Restaurants and Labor Practices

I used to be a line cook. For a little while in Cleveland, and then later in San Francisco, and then in Chicago. The experience transformed me, in part because it was where I gained a sense of self-discipline. Also, because I was good at it. In school I had never been good at anything – I was a talented dilettante, but I had trouble sticking to anything, partially because of a lack of discipline, but also because I desperately needed affirmation that did not come from sympathy, or personal attachment. Moving to San Francisco and getting a job in a serious kitchen changed all that. I knew that if I didn’t show up on time and work hard, I would be fired, and it scared me enough to get me into the habit of working. And once I actually started to get the hang of it, it turned out I was pretty good at it too. However, I had various personal problems that led me to leave San Francisco, and by the time I started working in kitchens in Chicago, I had stopped taking cooking seriously. It was just a way to make a living while I figured out what I was doing with my life. I still love to cook, and sometimes miss the thrill of restaurant work – the steadfast endurance of heat and strain, the flat-out panic of the rush – but I was mighty pleased to get out of the service industry when I finally did.

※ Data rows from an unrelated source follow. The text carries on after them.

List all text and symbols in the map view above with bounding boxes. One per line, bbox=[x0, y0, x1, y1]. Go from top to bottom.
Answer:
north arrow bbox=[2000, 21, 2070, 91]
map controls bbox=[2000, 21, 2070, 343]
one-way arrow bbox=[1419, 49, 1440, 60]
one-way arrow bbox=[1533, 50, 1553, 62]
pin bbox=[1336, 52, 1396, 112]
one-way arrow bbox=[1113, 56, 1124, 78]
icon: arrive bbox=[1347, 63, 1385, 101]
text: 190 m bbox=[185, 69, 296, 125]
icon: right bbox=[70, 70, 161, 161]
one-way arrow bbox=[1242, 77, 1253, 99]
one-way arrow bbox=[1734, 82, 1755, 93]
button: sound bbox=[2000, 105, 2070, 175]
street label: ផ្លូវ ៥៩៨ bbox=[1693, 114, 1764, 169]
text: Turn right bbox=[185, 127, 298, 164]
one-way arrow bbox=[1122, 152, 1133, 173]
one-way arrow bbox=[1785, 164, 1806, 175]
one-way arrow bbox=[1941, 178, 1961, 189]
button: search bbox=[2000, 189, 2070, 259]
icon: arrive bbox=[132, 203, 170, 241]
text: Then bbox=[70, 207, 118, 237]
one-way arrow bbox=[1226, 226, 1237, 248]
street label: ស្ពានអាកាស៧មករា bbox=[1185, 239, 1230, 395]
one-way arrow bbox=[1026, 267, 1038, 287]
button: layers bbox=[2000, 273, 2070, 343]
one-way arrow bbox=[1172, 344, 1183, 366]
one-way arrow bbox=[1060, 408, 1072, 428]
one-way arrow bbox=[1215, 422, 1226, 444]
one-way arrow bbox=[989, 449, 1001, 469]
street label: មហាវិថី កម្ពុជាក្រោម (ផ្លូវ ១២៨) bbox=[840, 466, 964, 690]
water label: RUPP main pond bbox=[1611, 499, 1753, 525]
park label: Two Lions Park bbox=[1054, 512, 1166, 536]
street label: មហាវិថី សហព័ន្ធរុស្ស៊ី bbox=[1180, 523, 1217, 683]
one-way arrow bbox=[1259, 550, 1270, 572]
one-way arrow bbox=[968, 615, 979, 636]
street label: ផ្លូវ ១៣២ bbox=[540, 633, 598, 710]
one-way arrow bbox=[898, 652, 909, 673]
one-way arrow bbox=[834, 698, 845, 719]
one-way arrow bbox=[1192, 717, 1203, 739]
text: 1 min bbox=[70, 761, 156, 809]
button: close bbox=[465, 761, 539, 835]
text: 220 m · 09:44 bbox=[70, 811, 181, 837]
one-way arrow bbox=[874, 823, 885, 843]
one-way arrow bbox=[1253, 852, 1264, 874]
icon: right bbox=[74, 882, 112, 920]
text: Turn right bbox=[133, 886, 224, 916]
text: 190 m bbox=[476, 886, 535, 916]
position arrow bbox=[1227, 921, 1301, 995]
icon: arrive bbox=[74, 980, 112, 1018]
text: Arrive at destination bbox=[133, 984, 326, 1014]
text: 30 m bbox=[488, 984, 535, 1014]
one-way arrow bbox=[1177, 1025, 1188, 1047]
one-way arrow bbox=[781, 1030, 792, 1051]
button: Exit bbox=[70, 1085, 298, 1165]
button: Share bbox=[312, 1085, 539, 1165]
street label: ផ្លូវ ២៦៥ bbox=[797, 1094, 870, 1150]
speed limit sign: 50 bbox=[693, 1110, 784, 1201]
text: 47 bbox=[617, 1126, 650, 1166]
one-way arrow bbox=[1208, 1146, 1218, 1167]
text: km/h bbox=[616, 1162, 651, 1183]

The good folks over at the Washington Center for Equitable Growth recently put out an issue brief (based on a larger academic study) by T. William Lester, a Professor a UNC Chapel Hill entitled “The consequences of higher labor standards in full service restaurants” that I found utterly fascinating. In a comparison of restaurants in the Research Triangle area of North Carolina and the city (and county!) of San Francisco, they observe distinct situations for labor, stemming in part from the different policy choices of their respective local governments. San Francisco has some of the highest labor standards (mandated by local government policy) in the US – Research Triangle falls significantly lower on that scale. The study really brings out the differences between the two.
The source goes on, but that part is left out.